» Activity
Filter the entries below, keeping only lines with the word "fabs".
[[ Dataset records open ]]
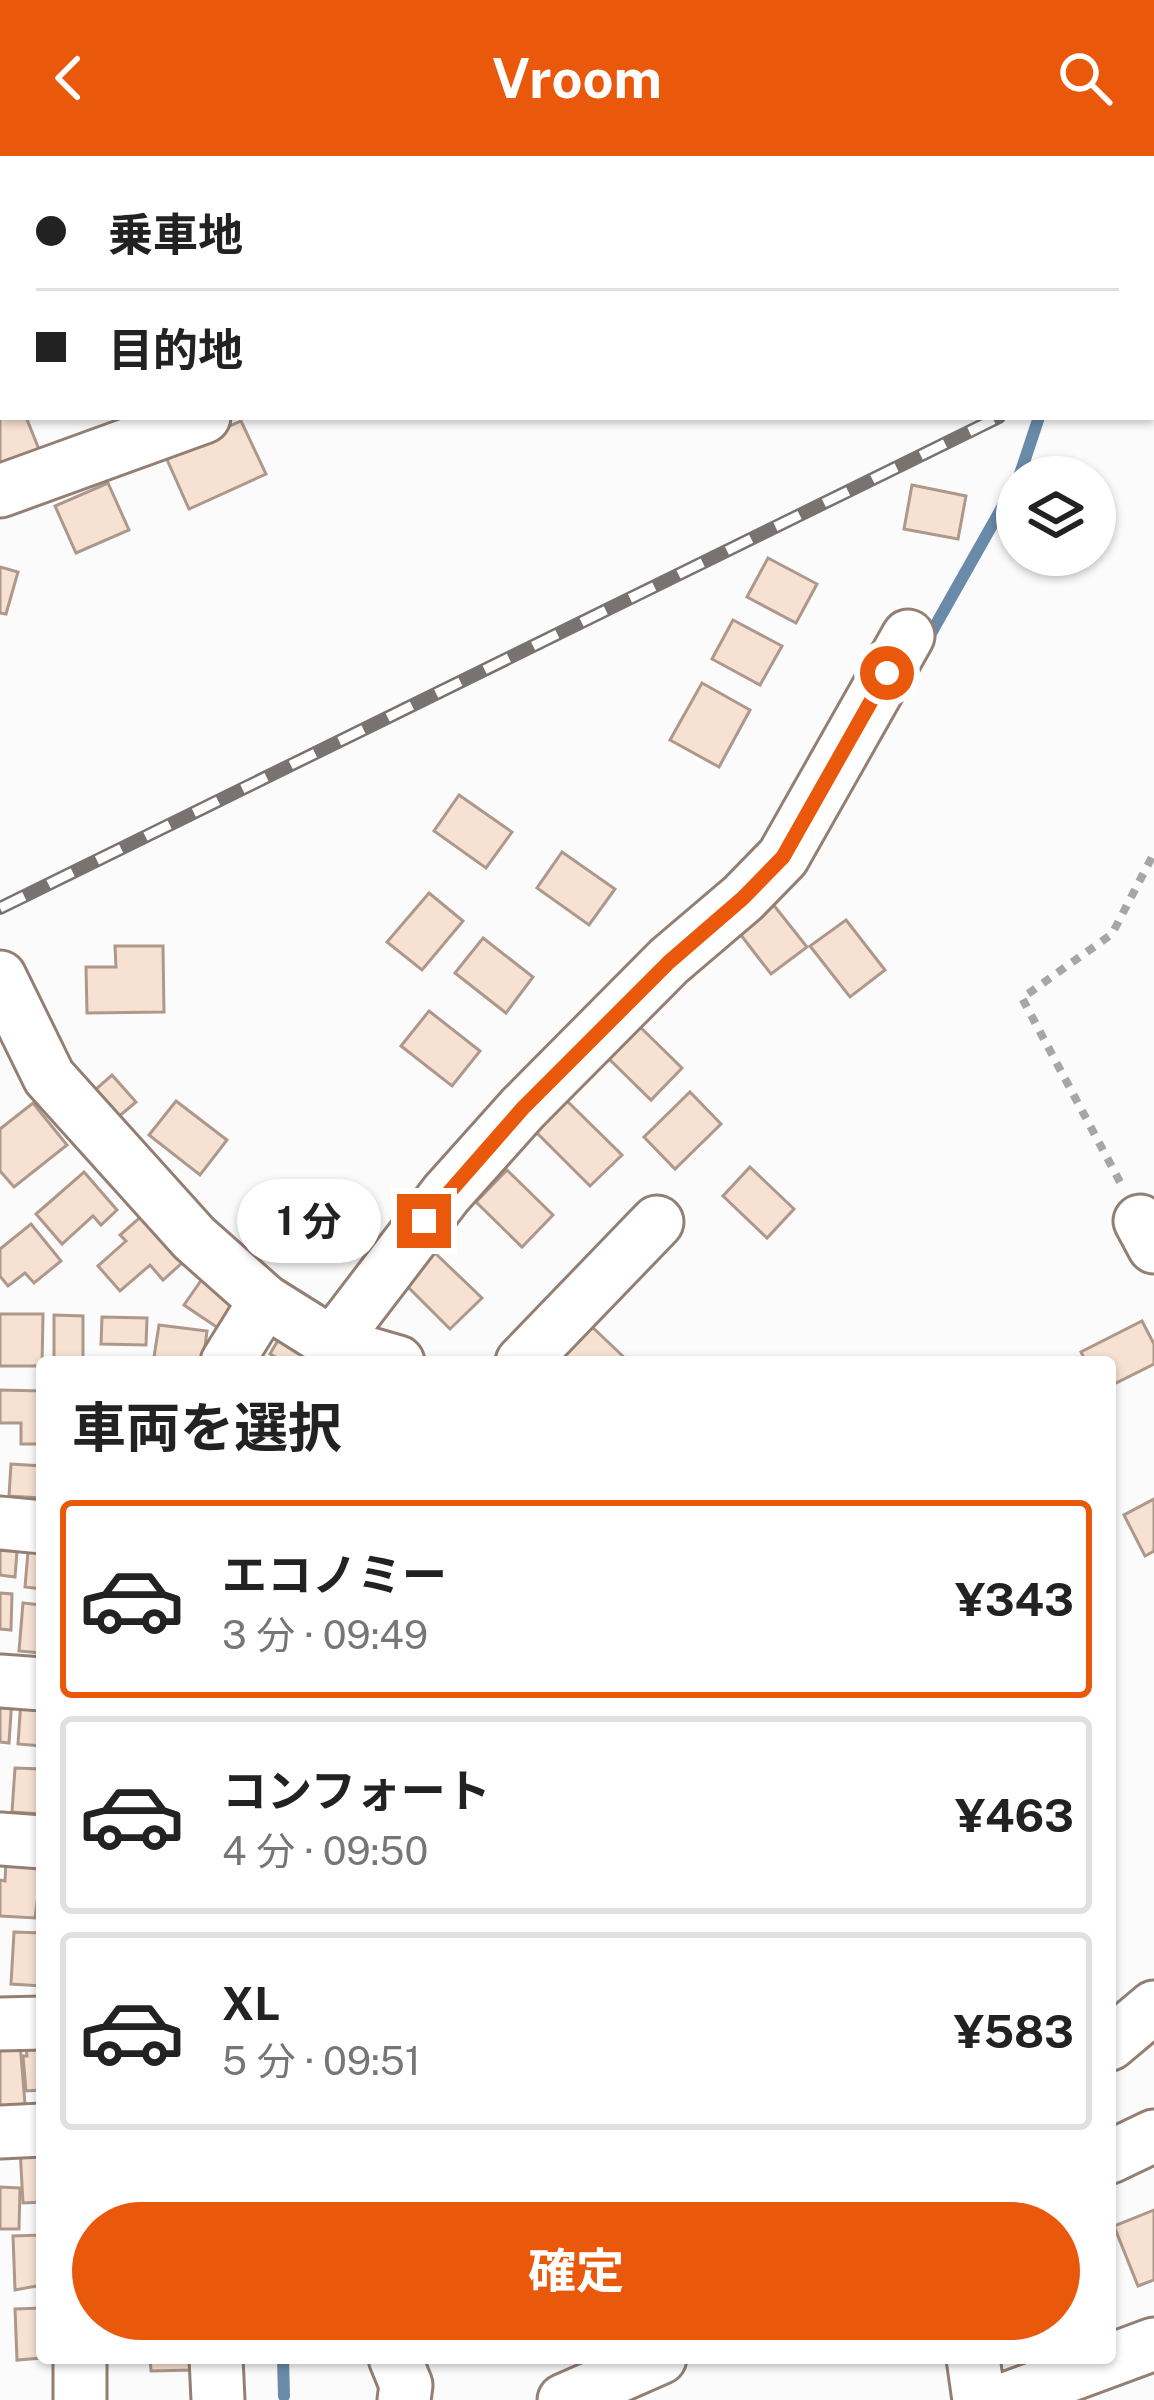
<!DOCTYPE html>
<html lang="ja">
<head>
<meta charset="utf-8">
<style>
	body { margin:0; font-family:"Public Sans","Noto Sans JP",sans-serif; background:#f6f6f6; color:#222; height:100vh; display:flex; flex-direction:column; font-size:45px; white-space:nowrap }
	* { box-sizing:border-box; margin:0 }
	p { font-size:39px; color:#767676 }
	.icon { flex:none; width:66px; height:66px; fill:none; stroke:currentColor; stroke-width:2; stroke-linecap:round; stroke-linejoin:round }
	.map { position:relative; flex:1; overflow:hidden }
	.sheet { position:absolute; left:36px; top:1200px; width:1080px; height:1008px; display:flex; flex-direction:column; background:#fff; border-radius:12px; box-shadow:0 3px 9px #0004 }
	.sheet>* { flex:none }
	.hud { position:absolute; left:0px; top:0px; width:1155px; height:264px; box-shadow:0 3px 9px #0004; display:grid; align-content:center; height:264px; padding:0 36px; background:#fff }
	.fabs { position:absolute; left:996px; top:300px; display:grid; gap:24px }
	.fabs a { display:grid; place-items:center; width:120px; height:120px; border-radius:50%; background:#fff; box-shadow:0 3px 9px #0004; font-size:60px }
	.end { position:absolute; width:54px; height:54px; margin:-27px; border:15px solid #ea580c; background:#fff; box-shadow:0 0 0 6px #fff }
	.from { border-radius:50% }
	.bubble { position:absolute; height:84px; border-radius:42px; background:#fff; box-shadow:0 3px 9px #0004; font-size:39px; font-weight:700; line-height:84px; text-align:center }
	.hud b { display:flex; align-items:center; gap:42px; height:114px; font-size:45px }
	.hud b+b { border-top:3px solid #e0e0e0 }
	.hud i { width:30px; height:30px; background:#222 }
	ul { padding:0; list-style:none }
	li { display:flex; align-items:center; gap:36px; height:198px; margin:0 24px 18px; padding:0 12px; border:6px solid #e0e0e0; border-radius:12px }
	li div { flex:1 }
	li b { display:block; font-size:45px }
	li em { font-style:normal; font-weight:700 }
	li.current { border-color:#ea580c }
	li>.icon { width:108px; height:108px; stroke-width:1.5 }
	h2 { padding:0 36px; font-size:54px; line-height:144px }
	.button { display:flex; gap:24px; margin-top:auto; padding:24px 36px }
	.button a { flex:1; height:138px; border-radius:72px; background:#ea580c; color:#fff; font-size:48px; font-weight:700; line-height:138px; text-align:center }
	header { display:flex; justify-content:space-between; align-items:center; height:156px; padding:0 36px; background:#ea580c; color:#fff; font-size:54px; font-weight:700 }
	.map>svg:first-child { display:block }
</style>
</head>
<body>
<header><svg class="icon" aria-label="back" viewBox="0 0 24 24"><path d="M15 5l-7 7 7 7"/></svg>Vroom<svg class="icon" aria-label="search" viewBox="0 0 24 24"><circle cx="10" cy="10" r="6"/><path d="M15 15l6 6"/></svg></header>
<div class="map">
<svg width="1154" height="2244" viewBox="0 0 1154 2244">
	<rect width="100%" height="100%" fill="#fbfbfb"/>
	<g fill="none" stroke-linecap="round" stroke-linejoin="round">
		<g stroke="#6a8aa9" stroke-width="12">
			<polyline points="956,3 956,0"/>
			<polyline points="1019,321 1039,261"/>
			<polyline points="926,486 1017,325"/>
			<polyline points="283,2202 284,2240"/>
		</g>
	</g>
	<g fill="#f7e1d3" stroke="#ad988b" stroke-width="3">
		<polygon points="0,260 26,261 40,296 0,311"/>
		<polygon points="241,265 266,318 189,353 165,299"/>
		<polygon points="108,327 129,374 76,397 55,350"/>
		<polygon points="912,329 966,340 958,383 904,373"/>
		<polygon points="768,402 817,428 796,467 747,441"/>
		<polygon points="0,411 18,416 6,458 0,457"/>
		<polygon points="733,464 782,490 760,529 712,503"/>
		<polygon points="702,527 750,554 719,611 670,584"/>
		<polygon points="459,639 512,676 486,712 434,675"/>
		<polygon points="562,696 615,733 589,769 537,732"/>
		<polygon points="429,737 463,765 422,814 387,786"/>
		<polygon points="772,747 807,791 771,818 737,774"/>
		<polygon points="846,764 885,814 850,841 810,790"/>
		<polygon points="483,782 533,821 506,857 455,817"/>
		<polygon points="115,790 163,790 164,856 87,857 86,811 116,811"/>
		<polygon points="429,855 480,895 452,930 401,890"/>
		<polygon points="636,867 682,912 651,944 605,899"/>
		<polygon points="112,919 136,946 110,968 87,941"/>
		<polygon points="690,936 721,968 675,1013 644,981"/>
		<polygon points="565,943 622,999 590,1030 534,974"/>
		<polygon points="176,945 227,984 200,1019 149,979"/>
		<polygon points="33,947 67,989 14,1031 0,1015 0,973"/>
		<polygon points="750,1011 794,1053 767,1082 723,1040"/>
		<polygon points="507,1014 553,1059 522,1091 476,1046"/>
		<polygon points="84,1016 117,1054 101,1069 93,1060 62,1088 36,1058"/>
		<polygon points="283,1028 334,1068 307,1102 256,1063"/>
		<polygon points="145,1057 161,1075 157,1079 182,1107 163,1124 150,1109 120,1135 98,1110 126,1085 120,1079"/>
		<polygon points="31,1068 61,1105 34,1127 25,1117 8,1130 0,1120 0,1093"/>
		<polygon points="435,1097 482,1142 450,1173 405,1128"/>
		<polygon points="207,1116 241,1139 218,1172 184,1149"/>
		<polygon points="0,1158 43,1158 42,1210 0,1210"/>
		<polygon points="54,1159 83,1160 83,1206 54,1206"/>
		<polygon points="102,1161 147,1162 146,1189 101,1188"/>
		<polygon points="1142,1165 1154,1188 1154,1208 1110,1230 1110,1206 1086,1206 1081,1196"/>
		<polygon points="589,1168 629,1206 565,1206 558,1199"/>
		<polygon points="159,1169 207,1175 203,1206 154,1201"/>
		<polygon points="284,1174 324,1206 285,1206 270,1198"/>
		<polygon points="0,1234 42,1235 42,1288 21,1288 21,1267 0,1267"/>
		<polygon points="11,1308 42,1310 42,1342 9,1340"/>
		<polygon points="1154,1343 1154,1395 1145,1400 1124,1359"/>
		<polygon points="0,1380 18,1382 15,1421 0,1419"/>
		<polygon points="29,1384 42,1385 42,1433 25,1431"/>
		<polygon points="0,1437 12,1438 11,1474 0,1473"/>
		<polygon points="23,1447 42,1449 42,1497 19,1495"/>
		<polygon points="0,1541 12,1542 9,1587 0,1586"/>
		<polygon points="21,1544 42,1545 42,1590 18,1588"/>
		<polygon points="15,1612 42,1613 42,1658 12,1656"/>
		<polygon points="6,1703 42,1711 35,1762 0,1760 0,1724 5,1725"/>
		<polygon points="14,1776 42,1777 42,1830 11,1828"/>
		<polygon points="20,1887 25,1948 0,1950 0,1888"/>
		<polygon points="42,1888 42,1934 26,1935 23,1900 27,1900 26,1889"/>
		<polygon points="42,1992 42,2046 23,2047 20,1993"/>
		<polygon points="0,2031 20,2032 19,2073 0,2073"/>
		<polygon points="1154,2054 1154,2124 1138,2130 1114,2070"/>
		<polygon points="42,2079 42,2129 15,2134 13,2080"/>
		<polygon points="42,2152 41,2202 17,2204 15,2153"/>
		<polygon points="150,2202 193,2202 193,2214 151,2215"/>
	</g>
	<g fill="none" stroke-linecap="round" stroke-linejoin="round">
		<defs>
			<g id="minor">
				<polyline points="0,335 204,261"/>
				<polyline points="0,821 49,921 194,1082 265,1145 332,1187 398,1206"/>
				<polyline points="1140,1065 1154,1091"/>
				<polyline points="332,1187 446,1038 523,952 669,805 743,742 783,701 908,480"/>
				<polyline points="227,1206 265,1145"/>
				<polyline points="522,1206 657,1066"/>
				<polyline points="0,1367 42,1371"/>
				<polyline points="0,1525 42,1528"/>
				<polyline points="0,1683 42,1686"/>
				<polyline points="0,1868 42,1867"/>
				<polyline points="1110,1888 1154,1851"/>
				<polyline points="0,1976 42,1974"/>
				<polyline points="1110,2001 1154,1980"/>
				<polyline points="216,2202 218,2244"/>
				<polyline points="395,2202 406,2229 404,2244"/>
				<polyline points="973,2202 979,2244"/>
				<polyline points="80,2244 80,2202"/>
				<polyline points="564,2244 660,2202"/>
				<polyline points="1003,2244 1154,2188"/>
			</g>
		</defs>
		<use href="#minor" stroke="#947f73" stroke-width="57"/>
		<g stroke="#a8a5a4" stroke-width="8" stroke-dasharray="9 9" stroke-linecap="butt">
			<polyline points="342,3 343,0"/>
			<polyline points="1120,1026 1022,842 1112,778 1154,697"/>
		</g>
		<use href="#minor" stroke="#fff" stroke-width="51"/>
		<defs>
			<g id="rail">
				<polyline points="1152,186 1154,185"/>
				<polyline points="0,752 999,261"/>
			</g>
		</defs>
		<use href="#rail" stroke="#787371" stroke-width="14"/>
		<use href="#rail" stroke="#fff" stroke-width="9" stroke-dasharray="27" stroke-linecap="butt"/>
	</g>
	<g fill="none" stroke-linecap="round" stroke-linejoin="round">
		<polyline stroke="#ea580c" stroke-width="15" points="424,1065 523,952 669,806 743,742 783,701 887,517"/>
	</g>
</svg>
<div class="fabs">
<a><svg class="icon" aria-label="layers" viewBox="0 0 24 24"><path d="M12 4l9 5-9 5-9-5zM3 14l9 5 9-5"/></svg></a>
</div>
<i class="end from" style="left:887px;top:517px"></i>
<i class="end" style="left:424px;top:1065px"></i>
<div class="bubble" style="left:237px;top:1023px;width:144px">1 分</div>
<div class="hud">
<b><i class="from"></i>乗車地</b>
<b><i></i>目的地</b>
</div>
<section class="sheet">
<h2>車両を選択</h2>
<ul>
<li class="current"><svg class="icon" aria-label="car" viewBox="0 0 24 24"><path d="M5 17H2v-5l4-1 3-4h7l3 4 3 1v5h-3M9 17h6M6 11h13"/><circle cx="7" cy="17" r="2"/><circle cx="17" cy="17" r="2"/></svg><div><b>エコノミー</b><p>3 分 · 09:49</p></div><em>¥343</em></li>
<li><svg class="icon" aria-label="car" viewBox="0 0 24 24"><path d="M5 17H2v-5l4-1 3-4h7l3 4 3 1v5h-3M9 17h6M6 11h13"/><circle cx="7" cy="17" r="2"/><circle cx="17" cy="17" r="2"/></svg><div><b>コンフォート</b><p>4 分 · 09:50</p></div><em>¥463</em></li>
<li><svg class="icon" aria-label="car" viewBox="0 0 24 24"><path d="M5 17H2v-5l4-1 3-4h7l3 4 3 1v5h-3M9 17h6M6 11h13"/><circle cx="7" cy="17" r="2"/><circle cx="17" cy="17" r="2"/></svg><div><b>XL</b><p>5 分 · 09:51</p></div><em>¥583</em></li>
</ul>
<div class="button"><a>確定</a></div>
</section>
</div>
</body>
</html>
[[ Dataset records closed ]]
» Answer area
	.fabs { position:absolute; left:996px; top:300px; display:grid; gap:24px }
	.fabs a { display:grid; place-items:center; width:120px; height:120px; border-radius:50%; background:#fff; box-shadow:0 3px 9px #0004; font-size:60px }
<div class="fabs">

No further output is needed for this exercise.